Work instruction — Exclude the pictures, then copy all remaining records exactly.

Supplied records —
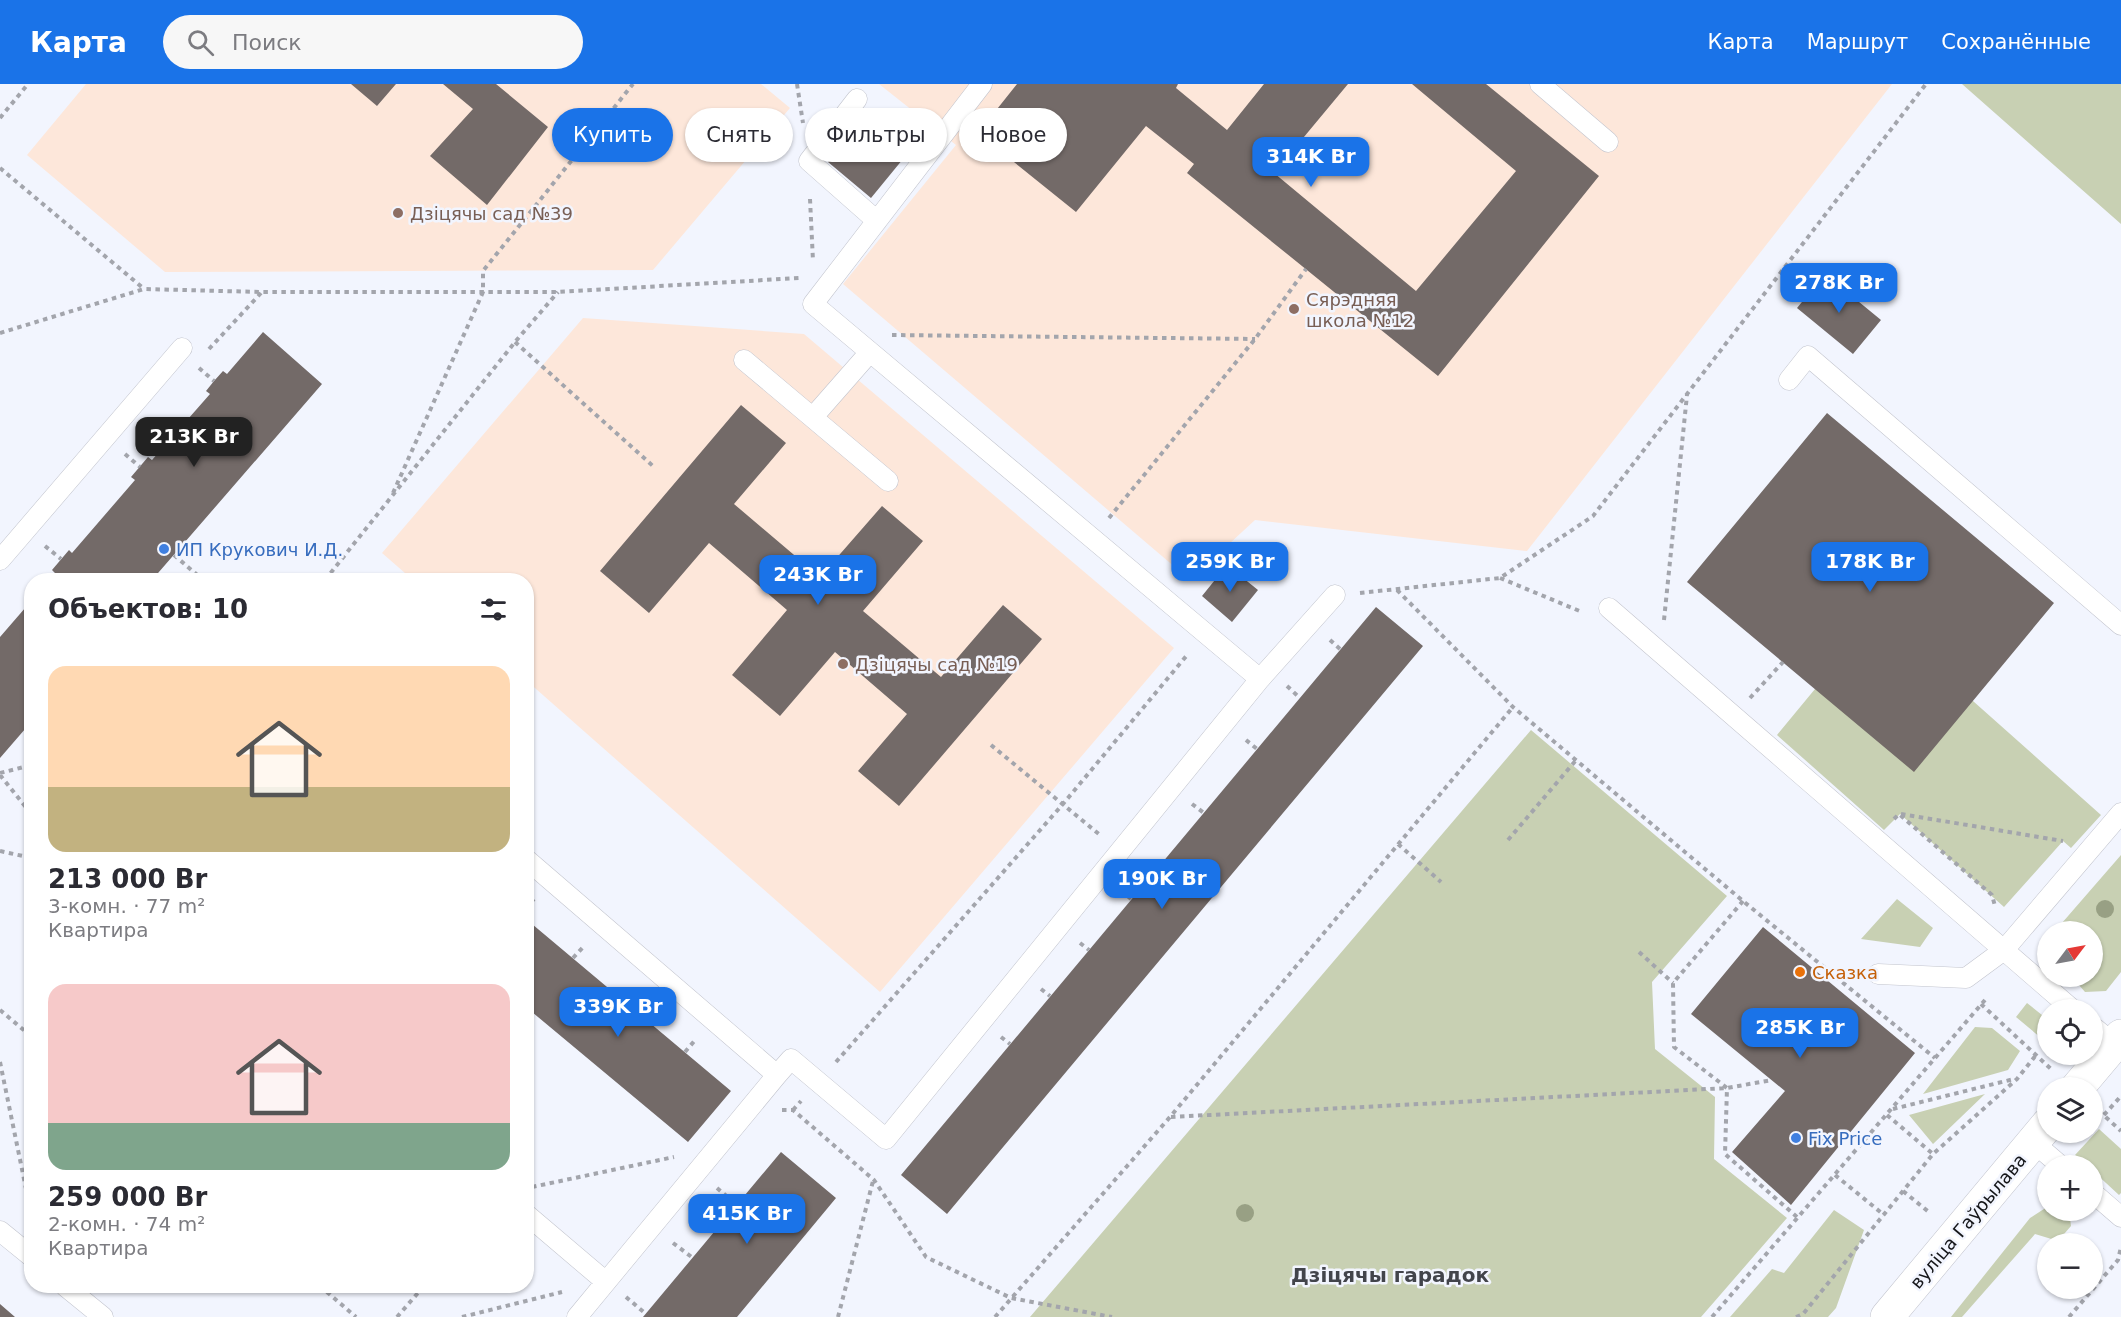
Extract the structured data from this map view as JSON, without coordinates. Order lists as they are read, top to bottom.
{
  "streets": {
    "main road": ["вуліца Гаўрылава"]
  },
  "districts": ["Дзіцячы гарадок"],
  "places": [
    "Дзіцячы сад №39",
    "Сярэдняя школа №12",
    "ИП Крукович И.Д.",
    "Дзіцячы сад №19",
    "Сказка",
    "Fix Price"
  ],
  "north": "top right",
  "page": {
    "header": "Карта",
    "search": "Поиск",
    "nav": ["Карта", "Маршрут", "Сохранённые"],
    "chip": [
      "Купить",
      "Снять",
      "Фильтры",
      "Новое"
    ],
    "price": [
      "314K Br",
      "278K Br",
      "213K Br",
      "259K Br",
      "178K Br",
      "243K Br",
      "190K Br",
      "339K Br",
      "285K Br",
      "415K Br"
    ],
    "heading": "Объектов: 10",
    "list": [
      {
        "name": "213 000 Br",
        "note": "3-комн. · 77 m² · Квартира"
      },
      {
        "name": "259 000 Br",
        "note": "2-комн. · 74 m² · Квартира"
      }
    ],
    "map_buttons": ["+", "−"]
  }
}
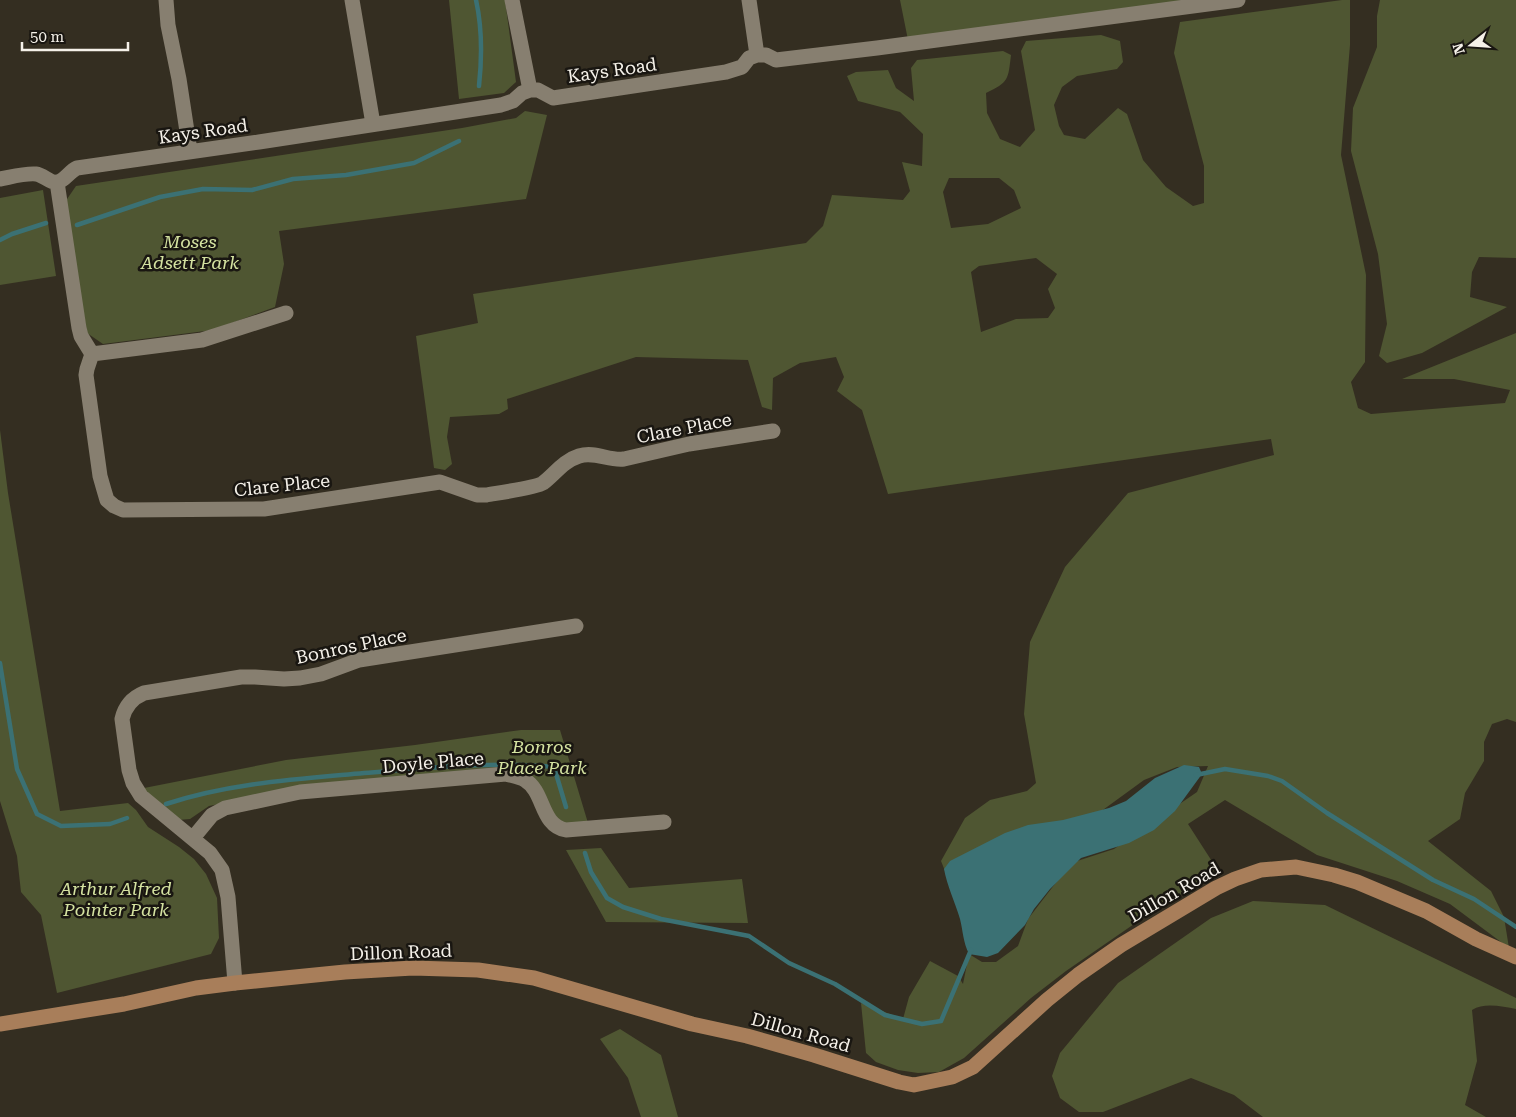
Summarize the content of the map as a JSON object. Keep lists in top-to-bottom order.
{
  "streets": {
    "main road": ["Dillon Road"],
    "street": [
      "Kays Road",
      "Clare Place",
      "Bonros Place",
      "Doyle Place"
    ]
  },
  "crossings": [
    ["Bonros Place", "Doyle Place"],
    ["Bonros Place", "Dillon Road"]
  ],
  "parks": ["Moses Adsett Park", "Bonros Place Park", "Arthur Alfred Pointer Park"],
  "scale_bar": "50 m",
  "north": "left"
}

Reply to the task —
Extract the structured data from this map view as JSON, without coordinates. Order lists as they are read, top to bottom.
{
  "streets": {
    "main road": ["вуліца Гаўрылава"]
  },
  "districts": ["Дзіцячы гарадок"],
  "places": [
    "Дзіцячы сад №39",
    "Сярэдняя школа №12",
    "ИП Крукович И.Д.",
    "Дзіцячы сад №19",
    "Сказка",
    "Fix Price"
  ],
  "north": "top right",
  "page": {
    "header": "Карта",
    "search": "Поиск",
    "nav": ["Карта", "Маршрут", "Сохранённые"],
    "chip": [
      "Купить",
      "Снять",
      "Фильтры",
      "Новое"
    ],
    "price": [
      "314K Br",
      "278K Br",
      "213K Br",
      "259K Br",
      "178K Br",
      "243K Br",
      "190K Br",
      "339K Br",
      "285K Br",
      "415K Br"
    ],
    "heading": "Объектов: 10",
    "list": [
      {
        "name": "213 000 Br",
        "note": "3-комн. · 77 m² · Квартира"
      },
      {
        "name": "259 000 Br",
        "note": "2-комн. · 74 m² · Квартира"
      }
    ],
    "map_buttons": ["+", "−"]
  }
}
Summarize the content of the map as a JSON object. Keep lists in top-to-bottom order.
{
  "streets": {
    "main road": ["Dillon Road"],
    "street": [
      "Kays Road",
      "Clare Place",
      "Bonros Place",
      "Doyle Place"
    ]
  },
  "crossings": [
    ["Bonros Place", "Doyle Place"],
    ["Bonros Place", "Dillon Road"]
  ],
  "parks": ["Moses Adsett Park", "Bonros Place Park", "Arthur Alfred Pointer Park"],
  "scale_bar": "50 m",
  "north": "left"
}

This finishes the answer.